1. I'm sure it wasn't. Part of the issue here is separating (a) Market risk from (b) Credit risk. Simply (a) measures where the entire market is going to fall and (b) is simply the individual risk associated with individual companies (securities). So you can have (b) while a is stable and you can have (a) while (b) is stable. The difference is that if (a) is operative, (b) is also custard. If (b) is operative, there is not necessarily (a) based risk (but this can depend on the index: eg Dow Jones being $weighted).

It is very difficult to run simultaneous risk management for both (a) and (b). The GTFO exit is a market based risk exit, which is really a derivative of your credit based risk management.

My system ignores (b) as they are ETFs. My entire (GTFO) exit strategy is 100% based on (a). It is primary, rather than derivative in nature. In addition to an exit to cash, I'll go short via Puts (which are a limited loss strategy) on the index (SPY/DIA/QQQ). Depending on my exit signal, it may be a directional bet, or only a hedge. I may not exit 100% of equity positions: I may only exit 50% or 75%. But I will exit a certain % regardless.

2. I'm not overly familiar with those two measures as I do not use them: however, they appear to be consistent with risk management in system (b). Numbers (3),(4) and (5) are really addressing the issues already raised in my (1) re.: (a) and (b).

Returning to the issue of potential profits as opposed to paper profits and psychological pain.

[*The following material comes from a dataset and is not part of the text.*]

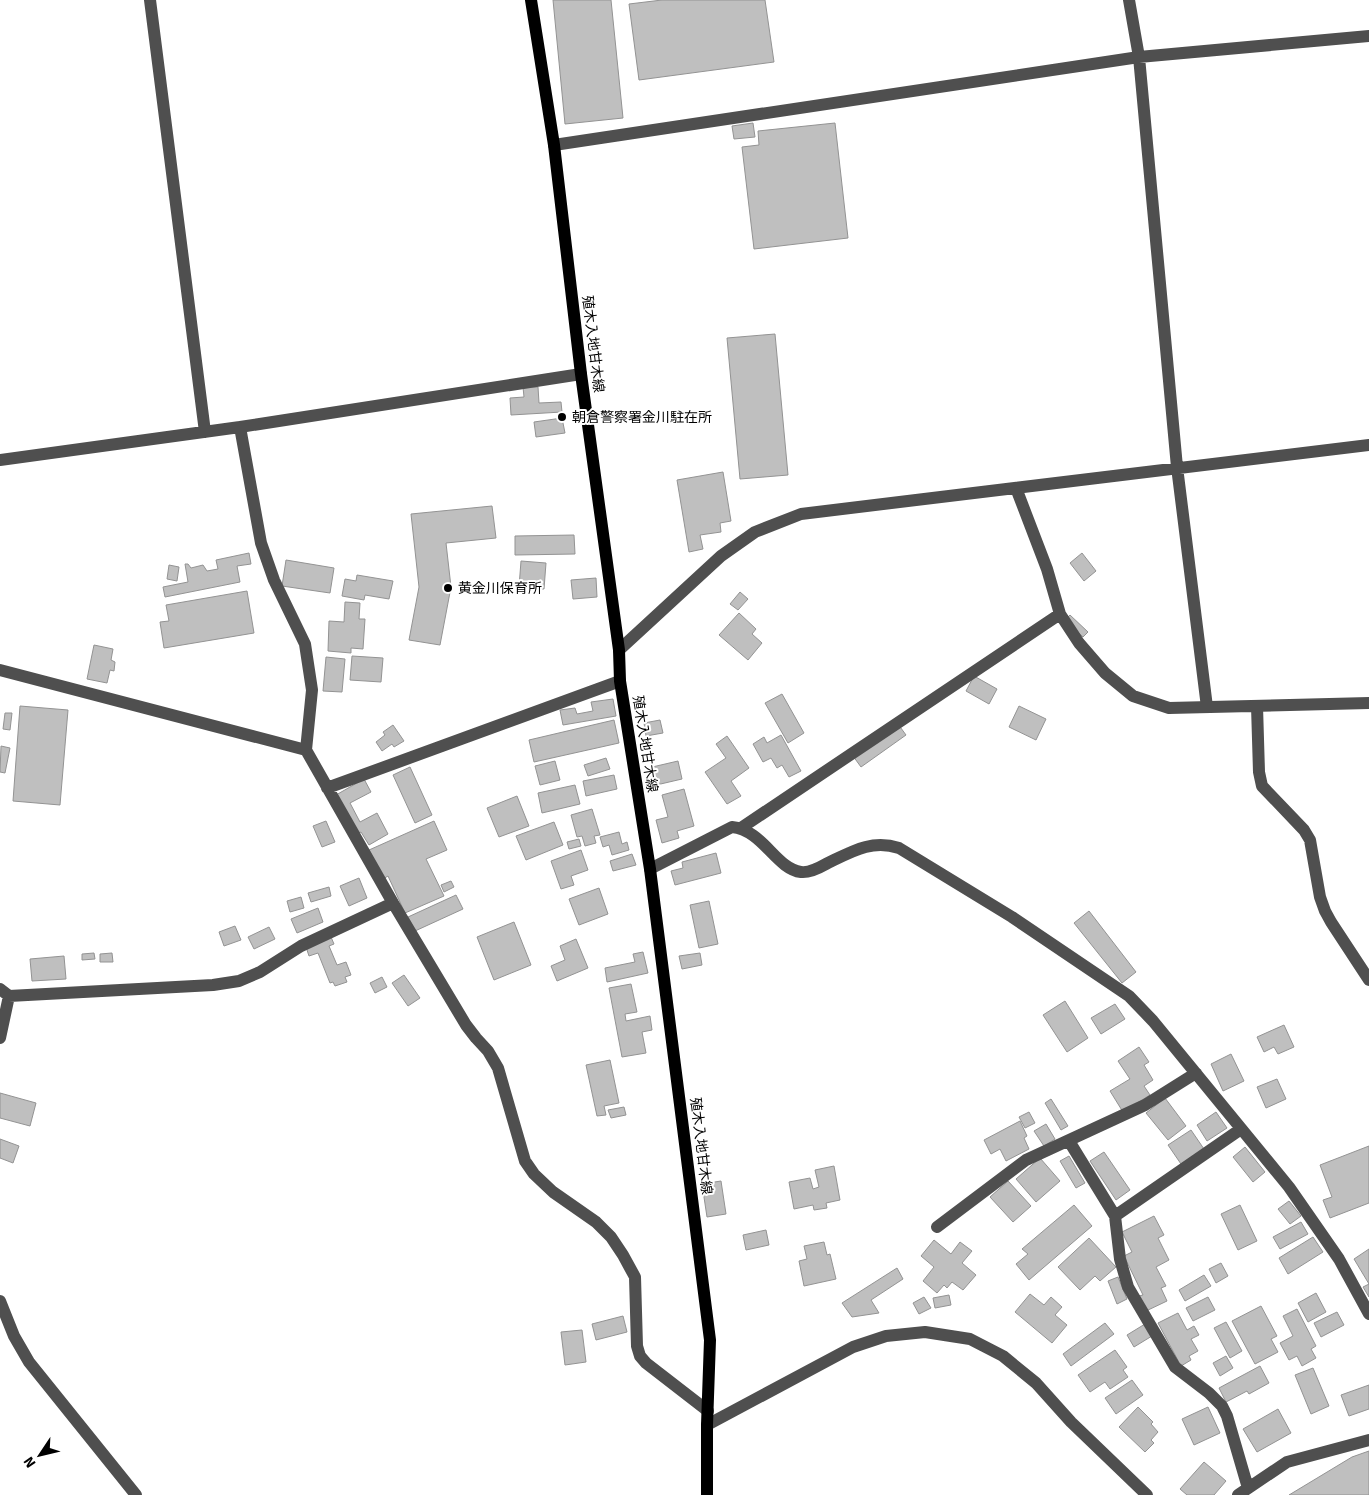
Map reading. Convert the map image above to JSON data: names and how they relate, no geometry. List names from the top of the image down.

Potential Profits: if the GTFO exit is triggered, but, it is incorrect:

(i) are not known (hence less psychic pain) at the time, trade can always be re-entered (not as easy as it sounds however);
(ii) monetises open profits, allows (pressure free thinking time) to adjust positions;



However if correct (market falls)

(iii) money in the bank, can either sit out, or go short, or hedge;
(iv) plenty of thinking time;
(v) sets you up well for the bottom/bounce/etc;
(vi) increases profits from hedges/short positions

Loss of paper profits:

(i) leaves you angry and prone to revenge trading;
(ii) lots of psychic pain, impairs decision making;
(iii) loss of trading capital (in that had trades been closed, capital that much higher);
(iv) badly positioned for any bounce recovery;
(v) hard to get short, hedge, etc as a certain level of deer-in-the-headlights mentality sets in;
(vi) slippage increases if the fall is sharp and you have size.

jog on
duc





 
Frustration is important. It leads to some hard thinking.
Gold in those last 2 posts thanks Duc - Particularly like this one - nothing wrong with letting some frustration through at times to push you to look for the next tool, strategy, filter, etc....
Duc noted earlier "Frustration is important" as it can force us to reconsider our goals, performance, diversification of systems and where we want to go next.

Frustration
I been working hard to sharpen each of my strategies to pick a turn in the markets quicker than they currently do - its been an annoying process as the coding effort hasn't been rewarded. Maybe it's not that I'm annoyed with myself rather it's "frustration" that I can't find a better exit than the ones I already have.
I'm not overly familiar with those two measures as I do not use them:

Metrics
I've placed arrows on the backtest report to indicate important metric "as far as I'm concerned" - where others may have a better metric to measure the "Risk adjusted returns"

The PANDA Strategy
Duc, my "PANDA Strategy" isn't too shabby "I thought" but when the pressure was applied with the recent panic selling it fell short of my expectations reacting too slowly. The GTFO filter was designed especially for such situations - I now realise the lag of the indicator let me down (the idea is still valid). As @Newt likes to compare strategies results I've posted the backtest caption for the last three calendar years of my PANDA Strategy using a $300k portfolio. Looking at the 2020 results you wouldn't guess it's the same strategy (2020 - 3 months & 12 days of trading so early days)

Complete Capture.jpg

Yes, I'm frustrated & annoyed at the same time
I take pride in leaving no stone unturned when my dollars are on the line - 2020 is a great example "how a good strategy" can unravel so quickly.

Skate.
 
Fantastic post Skate. I do like comparisons and benchmarks. Seeing that PANDA and Skate aren't perfect let's us know you're still a mortal with the rest of us then! :) :xyxthumbs

We all know as traders we have to be good losers, and that includes accepting risk and drawdowns. Totally agree there is also frustration in system development that we can never cater for ever market regime, and you have to make compromises about accept average % loss, system DD, CAR, CAR/MDD etc etc.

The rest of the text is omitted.